Redefining Plagiarism

by Henry on May 21, 2009

Groklaw points out some interesting characteristics of the Terms of Service for Wolfram Alpha:

As Wolfram|Alpha is an authoritative source of information, maintaining the integrity of its data and the computations we do with that data is vital to the success of our project. … f you make results from Wolfram|Alpha available to anyone else, or incorporate those results into your own documents or presentations, you must include attribution indicating that the results and/or the presentation of the results came from Wolfram|Alpha. Some Wolfram|Alpha results include copyright statements or attributions linking the results to us or to third-party data providers, and you may not remove or obscure those attributions or copyright statements. Whenever possible, such attribution should take the form of a link to Wolfram|Alpha, either to the front page of the website or, better yet, to the specific query that generated the results you used. … Failure to properly attribute results from Wolfram|Alpha is not only a violation of these terms, but may also constitute academic plagiarism or a violation of copyright law. Attribution is something we expect you to give us in exchange for us having provided you with a high-quality free service. The specific images, such as plots, typeset formulas, and tables, as well as the general page layouts, are all copyrighted by Wolfram|Alpha at the time Wolfram|Alpha generates them.
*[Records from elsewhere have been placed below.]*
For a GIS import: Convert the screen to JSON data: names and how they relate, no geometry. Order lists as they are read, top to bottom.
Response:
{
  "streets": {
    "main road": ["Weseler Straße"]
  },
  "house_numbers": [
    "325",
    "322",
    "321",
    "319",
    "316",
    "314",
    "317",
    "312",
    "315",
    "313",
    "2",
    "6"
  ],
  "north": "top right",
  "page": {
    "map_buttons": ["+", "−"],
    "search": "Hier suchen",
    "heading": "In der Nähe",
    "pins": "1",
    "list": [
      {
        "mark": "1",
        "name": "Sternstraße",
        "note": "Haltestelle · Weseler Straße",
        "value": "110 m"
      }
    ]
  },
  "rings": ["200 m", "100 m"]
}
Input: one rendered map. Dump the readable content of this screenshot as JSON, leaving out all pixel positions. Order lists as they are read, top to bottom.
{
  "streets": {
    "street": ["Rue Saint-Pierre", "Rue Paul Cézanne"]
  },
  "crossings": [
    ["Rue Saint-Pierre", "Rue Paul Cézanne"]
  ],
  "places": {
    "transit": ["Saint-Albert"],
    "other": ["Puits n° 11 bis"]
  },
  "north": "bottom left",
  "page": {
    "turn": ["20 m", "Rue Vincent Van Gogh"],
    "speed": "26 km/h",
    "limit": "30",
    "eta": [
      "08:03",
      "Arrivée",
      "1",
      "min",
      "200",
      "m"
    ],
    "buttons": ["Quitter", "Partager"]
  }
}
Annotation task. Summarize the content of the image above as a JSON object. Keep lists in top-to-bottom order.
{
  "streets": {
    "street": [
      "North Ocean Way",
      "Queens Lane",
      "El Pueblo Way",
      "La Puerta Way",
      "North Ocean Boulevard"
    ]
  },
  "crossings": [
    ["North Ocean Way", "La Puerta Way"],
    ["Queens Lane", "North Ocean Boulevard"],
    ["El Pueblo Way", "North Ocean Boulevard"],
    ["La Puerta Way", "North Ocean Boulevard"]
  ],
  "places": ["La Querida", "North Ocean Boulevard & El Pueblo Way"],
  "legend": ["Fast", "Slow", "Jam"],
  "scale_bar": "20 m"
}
I wouldn’t read any of this as a considered statement of principle – more an attempt by Wolfram Research, as per usual, to state a maximally aggressive claim for their perceived intellectual property. While they are insisting on proper citation here, in the past they have actually threatened legal action against scholars for citing to the mere existence of a mathematical proof that they claimed was a trade secret. Even so, their policy raises some interesting issues about what plagiarism actually involves in an era where complex data query tools are widely available.

My personal take fwiw – I think it’s very good practice to acknowledge where your data comes from and what your tools of analysis are, if only because it allows people to replicate your results, spot obvious errors and so on. But the suggestion that a failure to make such an acknowledgment constitutes academic plagiarism seems to me to be half-arsed – at worst this would be sloppy citation, and (depending on the exact query and the amount of independent thought I had to put into it), perhaps not even that. If I use Stata to generate a graph, and don’t acknowledge that, it isn’t plagiarism, nor is it plagiarism (I don’t think – others may differ), if I fail to acknowledge that I am using GSS data for the graph, although it is bad citation practice that a reviewer might reasonably complain about. It would be plagiarism, obviously, if someone else had carried out the query, and I copied their graph without acknowledging it. Or, alternatively, it would be plagiarism if I had somehow suggested that GSS data (or data gathered by someone else) had been gathered by me myself.

So for me, at least, plagiarism involves someone duplicating primary transformative work carried out by a real human individual in a manner suggesting that she (the plagiarist) is the originator of the work. Using a fancy automated query tool without acknowledging it directly isn’t plagiarism, any more than it would be plagiarism to fail to acknowledge the manufacturer of your pocket calculator when you add or subtract something. Perhaps this standard should change as query tools become more advanced, but also, perhaps not.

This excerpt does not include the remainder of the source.